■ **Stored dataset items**
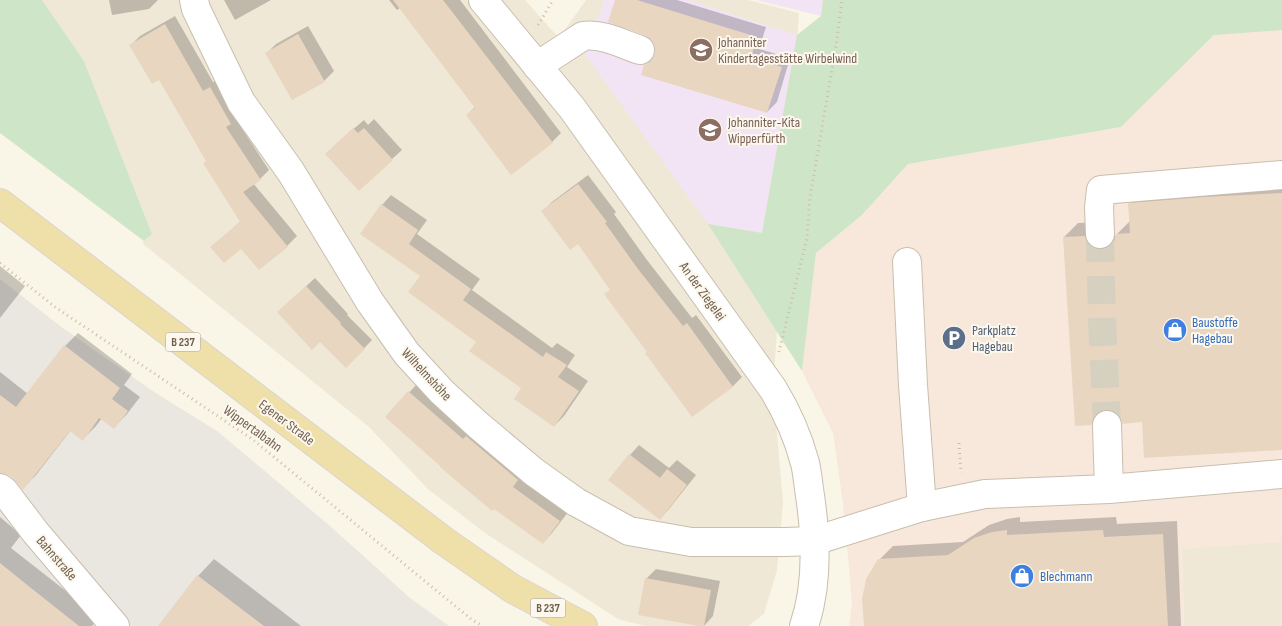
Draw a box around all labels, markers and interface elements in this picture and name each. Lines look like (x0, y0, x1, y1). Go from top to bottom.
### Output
place label: Johanniter Kindertagesstätte Wirbelwind (717, 34, 857, 67)
school or university icon: Johanniter Kindertagesstätte Wirbelwind (688, 37, 714, 63)
place label: Johanniter-Kita Wipperfürth (727, 114, 800, 147)
school or university icon: Johanniter-Kita Wipperfürth (697, 117, 723, 143)
street label: An der Ziegelei (675, 258, 730, 324)
place label: Baustoffe Hagebau (1192, 314, 1238, 347)
shop icon: Baustoffe Hagebau (1162, 317, 1188, 343)
place label: Parkplatz Hagebau (972, 322, 1016, 355)
parking icon: Parkplatz Hagebau (941, 325, 967, 351)
road number: B 237 (166, 332, 200, 352)
street label: Wilhelmshöhe (398, 344, 455, 404)
street label: Egener Straße (255, 396, 318, 449)
street label: Wippertalbahn (220, 401, 285, 455)
street label: Bahnstraße (33, 533, 81, 584)
shop icon: Blechmann (1009, 563, 1035, 589)
place label: Blechmann (1040, 568, 1092, 585)
road number: B 237 (530, 598, 566, 618)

■ **TO DO**
Please output every entry above exactly, without the pictures.

■ **WRITTEN SOLUTION**
Draw a box around all labels, markers and interface elements in this picture and name each. Lines look like (x0, y0, x1, y1). Go from top to bottom.
### Output
place label: Johanniter Kindertagesstätte Wirbelwind (717, 34, 857, 67)
school or university icon: Johanniter Kindertagesstätte Wirbelwind (688, 37, 714, 63)
place label: Johanniter-Kita Wipperfürth (727, 114, 800, 147)
school or university icon: Johanniter-Kita Wipperfürth (697, 117, 723, 143)
street label: An der Ziegelei (675, 258, 730, 324)
place label: Baustoffe Hagebau (1192, 314, 1238, 347)
shop icon: Baustoffe Hagebau (1162, 317, 1188, 343)
place label: Parkplatz Hagebau (972, 322, 1016, 355)
parking icon: Parkplatz Hagebau (941, 325, 967, 351)
road number: B 237 (166, 332, 200, 352)
street label: Wilhelmshöhe (398, 344, 455, 404)
street label: Egener Straße (255, 396, 318, 449)
street label: Wippertalbahn (220, 401, 285, 455)
street label: Bahnstraße (33, 533, 81, 584)
shop icon: Blechmann (1009, 563, 1035, 589)
place label: Blechmann (1040, 568, 1092, 585)
road number: B 237 (530, 598, 566, 618)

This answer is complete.